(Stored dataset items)
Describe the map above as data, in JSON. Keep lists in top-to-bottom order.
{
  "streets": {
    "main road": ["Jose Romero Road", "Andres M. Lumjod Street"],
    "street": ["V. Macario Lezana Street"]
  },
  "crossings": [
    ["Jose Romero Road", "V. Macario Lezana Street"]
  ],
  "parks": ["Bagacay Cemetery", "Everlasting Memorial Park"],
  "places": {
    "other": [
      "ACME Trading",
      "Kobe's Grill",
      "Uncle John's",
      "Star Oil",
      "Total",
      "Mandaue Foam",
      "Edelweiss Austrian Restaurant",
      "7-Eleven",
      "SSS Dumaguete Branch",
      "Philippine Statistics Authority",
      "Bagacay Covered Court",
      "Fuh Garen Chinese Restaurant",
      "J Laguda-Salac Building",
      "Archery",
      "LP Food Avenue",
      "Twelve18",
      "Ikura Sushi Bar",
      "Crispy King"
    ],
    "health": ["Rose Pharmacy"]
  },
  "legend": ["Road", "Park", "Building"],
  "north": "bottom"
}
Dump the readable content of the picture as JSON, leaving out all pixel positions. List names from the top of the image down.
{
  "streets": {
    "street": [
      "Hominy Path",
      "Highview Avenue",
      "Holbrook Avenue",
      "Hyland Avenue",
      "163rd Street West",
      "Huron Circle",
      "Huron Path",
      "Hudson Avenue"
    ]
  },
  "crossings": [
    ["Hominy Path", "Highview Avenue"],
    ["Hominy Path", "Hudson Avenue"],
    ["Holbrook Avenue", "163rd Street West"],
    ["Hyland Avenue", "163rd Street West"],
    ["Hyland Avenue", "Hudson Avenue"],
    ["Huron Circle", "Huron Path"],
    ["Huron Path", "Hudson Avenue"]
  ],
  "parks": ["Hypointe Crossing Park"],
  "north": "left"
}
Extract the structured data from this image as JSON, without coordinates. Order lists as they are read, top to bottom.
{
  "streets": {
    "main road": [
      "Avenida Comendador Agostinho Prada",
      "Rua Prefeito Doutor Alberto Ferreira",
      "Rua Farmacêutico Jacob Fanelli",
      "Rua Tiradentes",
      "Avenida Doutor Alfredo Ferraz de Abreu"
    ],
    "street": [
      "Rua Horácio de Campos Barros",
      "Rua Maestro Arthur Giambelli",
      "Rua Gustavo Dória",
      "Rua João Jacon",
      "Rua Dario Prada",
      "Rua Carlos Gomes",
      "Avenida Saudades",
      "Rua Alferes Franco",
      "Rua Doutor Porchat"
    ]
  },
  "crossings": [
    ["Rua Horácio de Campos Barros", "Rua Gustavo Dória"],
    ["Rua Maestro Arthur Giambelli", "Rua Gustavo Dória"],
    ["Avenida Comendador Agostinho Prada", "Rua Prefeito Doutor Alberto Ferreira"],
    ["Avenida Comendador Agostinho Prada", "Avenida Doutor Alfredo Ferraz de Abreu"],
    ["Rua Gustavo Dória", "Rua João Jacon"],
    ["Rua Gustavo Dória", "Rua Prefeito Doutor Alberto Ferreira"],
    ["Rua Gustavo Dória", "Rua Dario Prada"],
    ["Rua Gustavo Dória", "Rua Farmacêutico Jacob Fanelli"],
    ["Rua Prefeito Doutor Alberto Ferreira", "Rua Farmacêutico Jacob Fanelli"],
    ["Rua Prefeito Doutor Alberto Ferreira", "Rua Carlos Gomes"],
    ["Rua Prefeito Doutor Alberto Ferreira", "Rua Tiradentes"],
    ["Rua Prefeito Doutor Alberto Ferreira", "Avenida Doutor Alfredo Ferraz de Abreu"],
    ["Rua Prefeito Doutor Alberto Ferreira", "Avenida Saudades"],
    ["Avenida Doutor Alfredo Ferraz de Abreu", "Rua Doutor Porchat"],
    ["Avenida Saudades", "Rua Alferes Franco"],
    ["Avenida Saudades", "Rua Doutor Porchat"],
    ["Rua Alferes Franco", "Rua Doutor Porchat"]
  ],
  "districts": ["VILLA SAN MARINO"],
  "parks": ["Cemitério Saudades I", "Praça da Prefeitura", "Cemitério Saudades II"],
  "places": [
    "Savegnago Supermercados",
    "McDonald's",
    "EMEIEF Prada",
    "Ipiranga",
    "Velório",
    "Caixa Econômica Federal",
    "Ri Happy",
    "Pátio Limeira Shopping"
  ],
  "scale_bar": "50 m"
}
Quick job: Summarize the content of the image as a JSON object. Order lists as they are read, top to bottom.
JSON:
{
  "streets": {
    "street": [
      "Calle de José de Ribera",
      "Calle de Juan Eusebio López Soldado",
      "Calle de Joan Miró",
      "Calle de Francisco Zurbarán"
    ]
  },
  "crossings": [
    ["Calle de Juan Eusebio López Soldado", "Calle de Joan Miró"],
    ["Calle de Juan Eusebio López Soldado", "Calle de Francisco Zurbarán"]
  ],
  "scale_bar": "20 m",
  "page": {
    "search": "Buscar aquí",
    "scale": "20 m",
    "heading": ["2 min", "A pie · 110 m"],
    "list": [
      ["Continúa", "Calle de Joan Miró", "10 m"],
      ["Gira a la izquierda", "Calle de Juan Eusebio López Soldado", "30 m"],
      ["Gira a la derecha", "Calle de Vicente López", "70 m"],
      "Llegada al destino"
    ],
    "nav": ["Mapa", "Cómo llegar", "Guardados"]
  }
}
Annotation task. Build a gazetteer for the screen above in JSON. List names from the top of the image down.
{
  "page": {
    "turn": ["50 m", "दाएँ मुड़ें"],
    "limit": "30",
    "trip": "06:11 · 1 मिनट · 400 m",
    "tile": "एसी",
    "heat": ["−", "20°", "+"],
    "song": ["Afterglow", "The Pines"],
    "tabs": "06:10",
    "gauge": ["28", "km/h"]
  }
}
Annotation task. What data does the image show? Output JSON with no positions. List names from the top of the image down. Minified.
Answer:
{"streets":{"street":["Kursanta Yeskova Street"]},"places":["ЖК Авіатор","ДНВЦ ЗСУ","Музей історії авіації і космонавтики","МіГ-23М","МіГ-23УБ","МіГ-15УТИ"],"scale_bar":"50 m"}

(ABOUT THIS TASK)
Write down exactly the span of lines above from the one containing "Annotation task. Build" to the one containing "Annotation task. What", both ends included.

(TASK RESPONSE)
Annotation task. Build a gazetteer for the screen above in JSON. List names from the top of the image down.
{
  "page": {
    "turn": ["50 m", "दाएँ मुड़ें"],
    "limit": "30",
    "trip": "06:11 · 1 मिनट · 400 m",
    "tile": "एसी",
    "heat": ["−", "20°", "+"],
    "song": ["Afterglow", "The Pines"],
    "tabs": "06:10",
    "gauge": ["28", "km/h"]
  }
}
Annotation task. What data does the image show? Output JSON with no positions. List names from the top of the image down. Minified.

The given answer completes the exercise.